**Required work**
Give back, exactly as written, the lines from the first line of the data below through the line with "const toPath = rows", and omit the pictures.
= = = = = = =
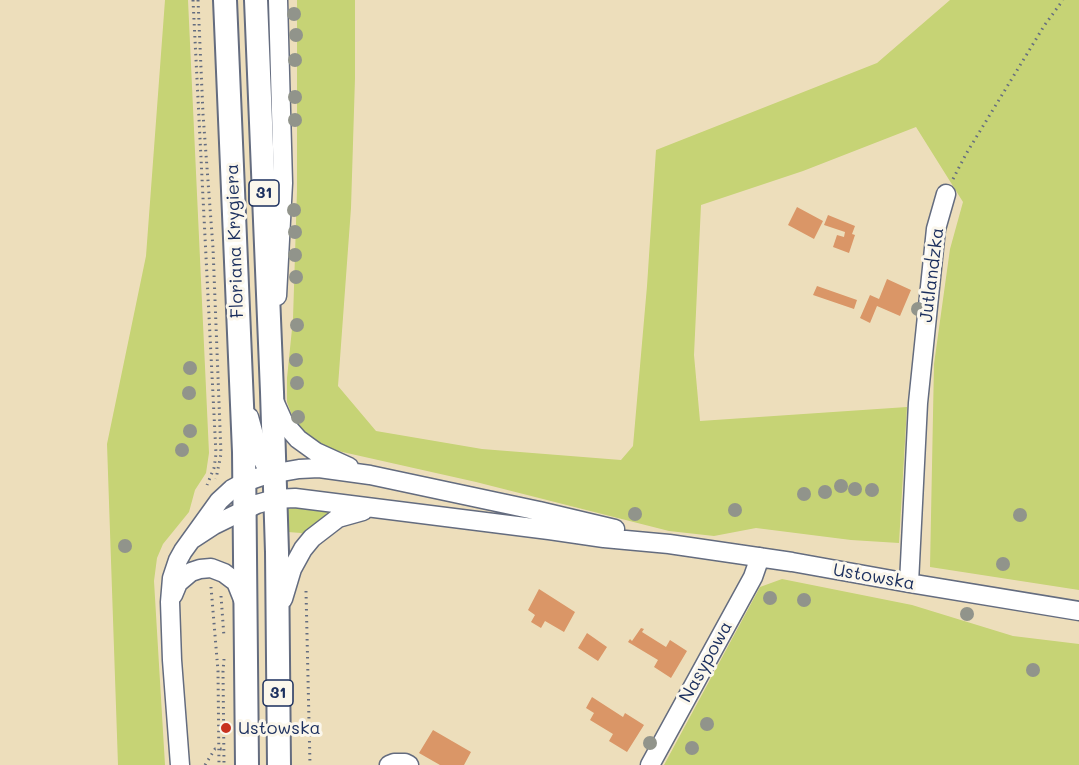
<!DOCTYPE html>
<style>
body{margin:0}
canvas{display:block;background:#eddebb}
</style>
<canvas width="1079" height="765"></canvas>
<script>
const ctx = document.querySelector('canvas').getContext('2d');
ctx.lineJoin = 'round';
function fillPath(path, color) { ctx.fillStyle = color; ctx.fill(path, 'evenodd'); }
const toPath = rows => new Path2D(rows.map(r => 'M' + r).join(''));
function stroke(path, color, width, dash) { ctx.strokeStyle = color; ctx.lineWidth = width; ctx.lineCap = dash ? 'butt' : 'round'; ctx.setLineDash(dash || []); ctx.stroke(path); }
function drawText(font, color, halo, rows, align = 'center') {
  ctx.font = font + ' Mali,sans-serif'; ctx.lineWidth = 6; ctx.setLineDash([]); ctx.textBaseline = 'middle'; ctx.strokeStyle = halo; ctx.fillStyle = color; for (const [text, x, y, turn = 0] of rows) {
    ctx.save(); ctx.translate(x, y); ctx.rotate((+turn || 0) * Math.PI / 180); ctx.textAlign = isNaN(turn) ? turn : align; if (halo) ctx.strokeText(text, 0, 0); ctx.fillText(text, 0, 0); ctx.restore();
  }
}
const green = toPath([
 [165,0,188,0,209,453,206,473,195,490,189,512,163,544,157,558,154,581,165,765,118,765,107,444,146,256],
 [297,0,355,0,355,78,351,208,338,386,376,431,482,449,621,460,633,446,647,286,656,150,877,63,950,0,1079,0,1079,590,930,567,934,364,950,249,963,202,916,127,803,171,701,205,694,355,700,421,907,407,899,543,851,540,756,528,714,536,669,531,476,482,338,451,323,446,310,438,300,428,293,418,287,402,287,378,293,319,297,190],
 [295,508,309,508,334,511,305,535,301,533,288,532,288,509],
 [782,579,912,605,1013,636,1079,644,1079,765,664,765,760,587]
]);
const building = toPath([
 [797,207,823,221,814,239,788,225],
 [828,215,855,226,852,234,855,235,849,253,833,247,837,235,844,237,845,232,824,225],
 [887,279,911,290,900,316,877,306,870,323,860,318,870,295,879,299],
 [817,286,857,300,854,309,813,295],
 [539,589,575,612,564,632,545,621,541,628,531,622,535,615,528,610],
 [641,628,644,629,642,632,666,647,670,640,687,651,671,678,654,667,658,660,628,642,630,639,632,641],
 [587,633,607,647,598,661,578,648],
 [592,697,623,717,625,713,644,725,627,752,609,741,613,734,590,720,594,713,586,708],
 [433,730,471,752,464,765,440,765,419,753]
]);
const path = toPath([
 [193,0,216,454,214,468,207,485],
 [198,0,203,114,213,248,221,454,216,479],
 [953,179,966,154,1044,26,1063,0],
 [211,587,218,671,219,765],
 [306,591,310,765],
 [221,596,224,637],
 [224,659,223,671,224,765],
 [205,765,215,749,224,749]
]);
const minor = toPath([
 [277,296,283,183,278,0],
 [275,403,284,423,298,439,316,452,349,467],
 [249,417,259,453,275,483],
 [191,540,214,525,257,504,275,499,295,498,549,530,604,538,669,544,792,562,909,583,1079,611],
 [909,583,918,403,936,229,946,194],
 [173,595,178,583,191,572,200,569,211,568,224,573,236,582,244,602],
 [283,599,292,569,303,549,312,538,338,518,363,511],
 [180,765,172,660,170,602,172,578,178,560,183,551,219,501,232,489,245,482,265,475,299,469,319,468,370,475,539,511,615,529],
 [389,765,394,763,405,763,409,765],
 [650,765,753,577,760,557]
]);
const major = toPath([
 [225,0,244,452,247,765],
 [256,0,272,392,277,552,279,765]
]);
const trees = [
 [294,14],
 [296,35],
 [295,60],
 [295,97],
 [295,120],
 [294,210],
 [295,232],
 [295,255],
 [296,277],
 [918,309],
 [297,325],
 [296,360],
 [190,368],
 [297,383],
 [189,393],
 [298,417],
 [190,431],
 [182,450],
 [841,486],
 [855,489],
 [872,490],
 [825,492],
 [804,494],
 [735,510],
 [635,514],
 [1020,515],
 [125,546],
 [1003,564],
 [770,598],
 [804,600],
 [967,614],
 [1033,670],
 [707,724],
 [650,743],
 [692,748]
];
const markers = [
 [226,728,6,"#c8321e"]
];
const shields = [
 [264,193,30],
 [278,693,30]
];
const shieldNames = [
 ["31",264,193],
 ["31",278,693]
];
const streetNames = [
 ["Floriana Krygiera",235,241,-92],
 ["Jutlandzka",932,275,-83],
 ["Ustowska",874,577,10],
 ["Nasypowa",706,662,-61]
];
const poiNames = [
 ["Ustowska",238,728]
];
fillPath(green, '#c6d375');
fillPath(building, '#da9667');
stroke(minor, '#646c7f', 21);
stroke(major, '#646c7f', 26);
stroke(path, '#646c7f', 3, [1.5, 4.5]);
stroke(minor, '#fff', 18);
stroke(major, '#fff', 22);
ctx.fillStyle = '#91948b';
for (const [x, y] of trees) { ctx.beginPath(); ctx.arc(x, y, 7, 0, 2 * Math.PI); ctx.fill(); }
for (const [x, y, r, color] of markers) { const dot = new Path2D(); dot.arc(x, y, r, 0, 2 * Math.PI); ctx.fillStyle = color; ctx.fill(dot); stroke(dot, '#fbf7ec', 2); }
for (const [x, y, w] of shields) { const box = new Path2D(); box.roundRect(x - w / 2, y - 13, w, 26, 4.5); ctx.fillStyle = '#fbf7ec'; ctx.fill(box); stroke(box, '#1b2f5e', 1.5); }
drawText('bold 16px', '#1b2f5e', null, shieldNames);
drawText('18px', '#1b2f5e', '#fbf7ec', streetNames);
drawText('18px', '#1b2f5e', '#fbf7ec', poiNames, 'left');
</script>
= = = = = = =
**Response area**
<!DOCTYPE html>
<style>
body{margin:0}
canvas{display:block;background:#eddebb}
</style>
<canvas width="1079" height="765"></canvas>
<script>
const ctx = document.querySelector('canvas').getContext('2d');
ctx.lineJoin = 'round';
function fillPath(path, color) { ctx.fillStyle = color; ctx.fill(path, 'evenodd'); }
const toPath = rows => new Path2D(rows.map(r => 'M' + r).join(''));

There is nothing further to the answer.